O que torna o oráculo de Ifá especial para as pessoas é o conceito de Órunmila (Ọ̀rúnmìlà) ter sido a testemunha de nosso destino, ele sabe o que nós planejamos para nós mesmos.

Esta é uma explicação religiosa. Esta explicação é feita dentro do contexto da religião, é a religião que dá sentido a importância do oráculo de ifá. Existem muitos oráculos e videntes, muitos deles muito bons, mas, é esta história de Órunmila (Ọ̀rúnmìlà) ser o testemunho do nosso destino, o eleri ipin, que torna o oráculo importante, sem esta história Ifá seria como búzios, cartas, tarot e outros.

Dessa maneira, vamos revisar:

Órunmila (Ọ̀rúnmìlà) – é uma divindade
Olódùmarè – é o deus supremo yorùbá
O oráculo de Ifá é um instrumento de Órunmila (Ọ̀rúnmìlà) para se comunicar com as pessoas que vive no mundo material

Mas, apesar disso, tem Bàbáláwo que diz que Ifá não é religião?

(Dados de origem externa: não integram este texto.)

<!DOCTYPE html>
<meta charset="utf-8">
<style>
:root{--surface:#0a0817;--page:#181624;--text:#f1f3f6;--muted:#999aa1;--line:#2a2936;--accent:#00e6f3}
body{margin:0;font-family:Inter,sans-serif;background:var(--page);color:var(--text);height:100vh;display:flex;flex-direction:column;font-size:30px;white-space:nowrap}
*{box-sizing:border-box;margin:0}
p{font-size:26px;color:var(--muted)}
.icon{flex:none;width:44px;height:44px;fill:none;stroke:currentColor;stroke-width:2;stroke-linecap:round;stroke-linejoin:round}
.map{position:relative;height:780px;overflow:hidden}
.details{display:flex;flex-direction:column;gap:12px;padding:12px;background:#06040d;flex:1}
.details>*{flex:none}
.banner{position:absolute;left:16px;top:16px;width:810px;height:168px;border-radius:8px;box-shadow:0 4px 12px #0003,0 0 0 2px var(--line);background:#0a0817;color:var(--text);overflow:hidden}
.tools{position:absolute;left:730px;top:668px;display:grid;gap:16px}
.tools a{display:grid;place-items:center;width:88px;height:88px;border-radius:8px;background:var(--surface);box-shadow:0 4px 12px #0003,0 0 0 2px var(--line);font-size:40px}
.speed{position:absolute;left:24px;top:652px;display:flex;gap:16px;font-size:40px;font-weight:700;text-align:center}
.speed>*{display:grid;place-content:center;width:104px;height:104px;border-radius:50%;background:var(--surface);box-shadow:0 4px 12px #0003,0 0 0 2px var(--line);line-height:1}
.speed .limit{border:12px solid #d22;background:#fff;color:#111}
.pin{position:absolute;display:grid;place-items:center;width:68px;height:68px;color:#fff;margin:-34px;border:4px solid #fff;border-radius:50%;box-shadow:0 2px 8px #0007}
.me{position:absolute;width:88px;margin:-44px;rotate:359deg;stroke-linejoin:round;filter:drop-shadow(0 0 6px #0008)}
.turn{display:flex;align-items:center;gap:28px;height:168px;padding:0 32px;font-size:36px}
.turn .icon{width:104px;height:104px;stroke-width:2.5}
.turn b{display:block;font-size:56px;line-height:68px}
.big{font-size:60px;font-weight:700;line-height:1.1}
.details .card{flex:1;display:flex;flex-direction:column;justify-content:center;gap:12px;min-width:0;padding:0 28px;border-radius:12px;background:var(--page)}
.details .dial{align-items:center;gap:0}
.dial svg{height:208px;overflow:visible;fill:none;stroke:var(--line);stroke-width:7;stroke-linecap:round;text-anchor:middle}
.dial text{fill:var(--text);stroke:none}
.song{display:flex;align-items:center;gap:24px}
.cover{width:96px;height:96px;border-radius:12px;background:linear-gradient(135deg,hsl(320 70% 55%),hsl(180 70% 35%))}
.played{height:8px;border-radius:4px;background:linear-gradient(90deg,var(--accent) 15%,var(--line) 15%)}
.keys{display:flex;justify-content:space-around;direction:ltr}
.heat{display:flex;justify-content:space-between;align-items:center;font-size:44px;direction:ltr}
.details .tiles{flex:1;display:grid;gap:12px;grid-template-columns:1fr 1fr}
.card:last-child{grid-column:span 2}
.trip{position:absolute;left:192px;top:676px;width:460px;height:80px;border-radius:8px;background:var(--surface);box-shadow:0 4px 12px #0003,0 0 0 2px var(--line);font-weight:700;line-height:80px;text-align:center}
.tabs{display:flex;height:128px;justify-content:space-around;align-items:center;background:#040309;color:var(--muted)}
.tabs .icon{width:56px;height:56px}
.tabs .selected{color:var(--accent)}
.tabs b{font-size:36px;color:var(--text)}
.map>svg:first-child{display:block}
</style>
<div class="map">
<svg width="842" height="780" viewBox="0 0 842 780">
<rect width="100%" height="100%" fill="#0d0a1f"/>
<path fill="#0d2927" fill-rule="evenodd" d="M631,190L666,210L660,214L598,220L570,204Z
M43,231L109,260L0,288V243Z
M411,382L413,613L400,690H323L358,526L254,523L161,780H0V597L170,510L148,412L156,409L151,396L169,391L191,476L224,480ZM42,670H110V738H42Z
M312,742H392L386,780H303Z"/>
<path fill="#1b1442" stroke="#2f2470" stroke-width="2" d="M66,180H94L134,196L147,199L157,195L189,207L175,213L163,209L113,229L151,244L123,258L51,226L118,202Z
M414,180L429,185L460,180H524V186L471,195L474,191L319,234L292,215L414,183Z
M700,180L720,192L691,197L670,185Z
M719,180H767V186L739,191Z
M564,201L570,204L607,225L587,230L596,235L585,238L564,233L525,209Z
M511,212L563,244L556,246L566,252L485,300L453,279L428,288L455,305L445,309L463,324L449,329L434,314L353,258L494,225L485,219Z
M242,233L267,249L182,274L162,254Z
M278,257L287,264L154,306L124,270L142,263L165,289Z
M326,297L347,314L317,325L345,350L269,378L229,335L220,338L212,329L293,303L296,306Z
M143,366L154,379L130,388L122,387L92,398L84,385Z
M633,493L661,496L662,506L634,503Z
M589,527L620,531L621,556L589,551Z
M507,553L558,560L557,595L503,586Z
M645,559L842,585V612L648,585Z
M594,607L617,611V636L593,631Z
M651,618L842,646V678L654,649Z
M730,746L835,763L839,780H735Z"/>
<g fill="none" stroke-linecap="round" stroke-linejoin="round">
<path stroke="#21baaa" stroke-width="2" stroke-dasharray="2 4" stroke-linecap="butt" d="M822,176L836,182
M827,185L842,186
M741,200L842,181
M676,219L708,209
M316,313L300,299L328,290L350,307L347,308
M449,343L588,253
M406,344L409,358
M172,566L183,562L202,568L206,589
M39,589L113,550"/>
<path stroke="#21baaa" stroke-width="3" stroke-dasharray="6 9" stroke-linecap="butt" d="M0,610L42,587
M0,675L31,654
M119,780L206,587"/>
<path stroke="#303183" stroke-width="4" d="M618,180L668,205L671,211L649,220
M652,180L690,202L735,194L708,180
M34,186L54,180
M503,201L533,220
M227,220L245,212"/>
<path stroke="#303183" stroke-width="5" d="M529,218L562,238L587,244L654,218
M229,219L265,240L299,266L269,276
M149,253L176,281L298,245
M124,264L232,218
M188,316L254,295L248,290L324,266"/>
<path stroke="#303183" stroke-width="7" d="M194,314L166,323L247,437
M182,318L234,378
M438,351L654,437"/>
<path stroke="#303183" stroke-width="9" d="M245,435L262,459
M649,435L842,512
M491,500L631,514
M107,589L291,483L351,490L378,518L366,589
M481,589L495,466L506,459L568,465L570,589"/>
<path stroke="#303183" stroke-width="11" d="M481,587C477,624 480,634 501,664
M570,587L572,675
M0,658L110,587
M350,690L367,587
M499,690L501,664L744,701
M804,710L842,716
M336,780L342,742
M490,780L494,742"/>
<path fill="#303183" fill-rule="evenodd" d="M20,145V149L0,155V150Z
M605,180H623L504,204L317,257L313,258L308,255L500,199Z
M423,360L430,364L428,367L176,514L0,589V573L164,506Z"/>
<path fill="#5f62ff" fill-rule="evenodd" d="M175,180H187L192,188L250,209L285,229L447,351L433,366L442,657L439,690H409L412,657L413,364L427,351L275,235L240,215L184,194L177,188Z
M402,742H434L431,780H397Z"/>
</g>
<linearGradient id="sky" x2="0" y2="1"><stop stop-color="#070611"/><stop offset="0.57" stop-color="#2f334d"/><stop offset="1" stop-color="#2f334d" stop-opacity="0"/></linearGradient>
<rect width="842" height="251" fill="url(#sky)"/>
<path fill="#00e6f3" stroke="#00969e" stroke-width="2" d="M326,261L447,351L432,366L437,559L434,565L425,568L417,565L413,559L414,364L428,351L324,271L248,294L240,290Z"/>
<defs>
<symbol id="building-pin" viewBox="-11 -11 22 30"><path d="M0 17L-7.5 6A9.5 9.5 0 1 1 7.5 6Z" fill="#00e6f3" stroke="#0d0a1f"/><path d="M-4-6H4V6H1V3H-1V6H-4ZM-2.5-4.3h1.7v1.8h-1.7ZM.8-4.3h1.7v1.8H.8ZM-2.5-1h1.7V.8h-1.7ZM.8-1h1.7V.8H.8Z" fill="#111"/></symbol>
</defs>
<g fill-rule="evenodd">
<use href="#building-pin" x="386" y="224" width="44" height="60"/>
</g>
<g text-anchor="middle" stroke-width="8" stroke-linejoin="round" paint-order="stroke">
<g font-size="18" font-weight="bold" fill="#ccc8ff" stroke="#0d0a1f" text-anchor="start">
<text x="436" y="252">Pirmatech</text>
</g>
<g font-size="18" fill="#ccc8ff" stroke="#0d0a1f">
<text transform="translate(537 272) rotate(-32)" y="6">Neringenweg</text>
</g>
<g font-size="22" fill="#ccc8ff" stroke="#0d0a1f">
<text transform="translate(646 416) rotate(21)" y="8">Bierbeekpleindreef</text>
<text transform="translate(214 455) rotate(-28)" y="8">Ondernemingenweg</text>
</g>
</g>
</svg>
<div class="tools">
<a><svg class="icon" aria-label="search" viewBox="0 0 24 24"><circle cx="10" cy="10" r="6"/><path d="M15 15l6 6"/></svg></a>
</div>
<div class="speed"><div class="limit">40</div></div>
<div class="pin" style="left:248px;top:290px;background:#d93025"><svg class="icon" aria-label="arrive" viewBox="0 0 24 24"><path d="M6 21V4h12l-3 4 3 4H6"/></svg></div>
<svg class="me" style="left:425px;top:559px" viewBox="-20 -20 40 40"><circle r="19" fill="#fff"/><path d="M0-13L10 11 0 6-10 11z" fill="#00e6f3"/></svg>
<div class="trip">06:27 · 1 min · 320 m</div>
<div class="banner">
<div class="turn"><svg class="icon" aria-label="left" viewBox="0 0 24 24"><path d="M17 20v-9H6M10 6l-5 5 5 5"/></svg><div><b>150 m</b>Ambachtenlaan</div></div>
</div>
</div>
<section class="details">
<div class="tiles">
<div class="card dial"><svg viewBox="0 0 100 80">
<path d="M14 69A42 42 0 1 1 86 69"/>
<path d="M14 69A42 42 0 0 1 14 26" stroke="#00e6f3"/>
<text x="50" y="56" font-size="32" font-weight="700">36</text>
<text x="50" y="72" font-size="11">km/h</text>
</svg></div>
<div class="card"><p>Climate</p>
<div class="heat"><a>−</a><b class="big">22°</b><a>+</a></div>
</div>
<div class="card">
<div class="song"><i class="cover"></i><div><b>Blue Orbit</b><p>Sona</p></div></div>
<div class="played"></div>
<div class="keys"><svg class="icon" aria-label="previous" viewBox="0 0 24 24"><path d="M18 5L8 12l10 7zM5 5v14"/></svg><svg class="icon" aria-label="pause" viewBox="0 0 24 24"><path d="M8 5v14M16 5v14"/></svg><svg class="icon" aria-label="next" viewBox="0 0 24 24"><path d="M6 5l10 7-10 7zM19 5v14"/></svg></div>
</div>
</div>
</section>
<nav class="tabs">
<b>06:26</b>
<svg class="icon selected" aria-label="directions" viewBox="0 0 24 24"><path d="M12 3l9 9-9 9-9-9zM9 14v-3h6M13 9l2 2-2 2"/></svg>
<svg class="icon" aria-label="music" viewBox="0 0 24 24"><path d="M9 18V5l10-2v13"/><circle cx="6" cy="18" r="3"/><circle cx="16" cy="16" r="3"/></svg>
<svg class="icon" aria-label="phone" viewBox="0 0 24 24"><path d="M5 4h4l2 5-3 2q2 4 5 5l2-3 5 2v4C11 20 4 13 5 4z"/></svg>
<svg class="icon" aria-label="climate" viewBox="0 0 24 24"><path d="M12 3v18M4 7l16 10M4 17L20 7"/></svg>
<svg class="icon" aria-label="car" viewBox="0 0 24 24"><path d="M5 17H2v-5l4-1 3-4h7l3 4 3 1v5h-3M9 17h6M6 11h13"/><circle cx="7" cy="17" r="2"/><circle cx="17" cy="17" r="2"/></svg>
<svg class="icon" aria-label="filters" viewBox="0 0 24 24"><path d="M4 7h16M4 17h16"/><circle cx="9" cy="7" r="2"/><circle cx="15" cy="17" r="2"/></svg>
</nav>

Eu não consigo definir Ifá de outra maneira. Não acho que seja uma ciência, não acho que seja uma "coisa", para mim é religião.

Como toda religião, não existem exclusividades. Esta religião está disponível para ajudar a todas as pessoas. Todas as pessoas foram até deus antes de nascer, assim acreditamos. Dessa maneira, qualquer pessoa pode ser ajudada por Ifá. Você não precisa fazer parte da religião, esta religião, assim como as demais, visam o bem das pessoas e não existem escolhidos, todos somos os eleitos de deus.

Ao ir a Ifá você não é obrigado a se converter para a religião Yorùbá. Você não terá que cultuar Orixá. O Bàbáláwo, como um sacerdote falará com você citando versos dos textos sagrados da religião, contará mitos que fazem parte da religião com metáforas equivalentes às parábolas e vai dar a você orientações baseados nos valores da religião. Se você quiser ser ajudado o Bàbáláwo irá ajudá-lo através de Òrúnmìlà, exu e dos orixás, porque esse é o caminho da religião, mas, você não precisa mudar sua religião.

Não confunda assim o aspecto universalista da religião com o fato de Ifá ter sua existência exclusivamente justificada pela religião Yorùbá.

Sou Bàbáláwo, sou sacerdote, faço parte de uma religião, Ifá é parte de uma religião, aberta a ajudar qualquer pessoa.

Quem não esta em uma religião é vidente, ou olhador de oráculo, Babalawo é cargo religioso.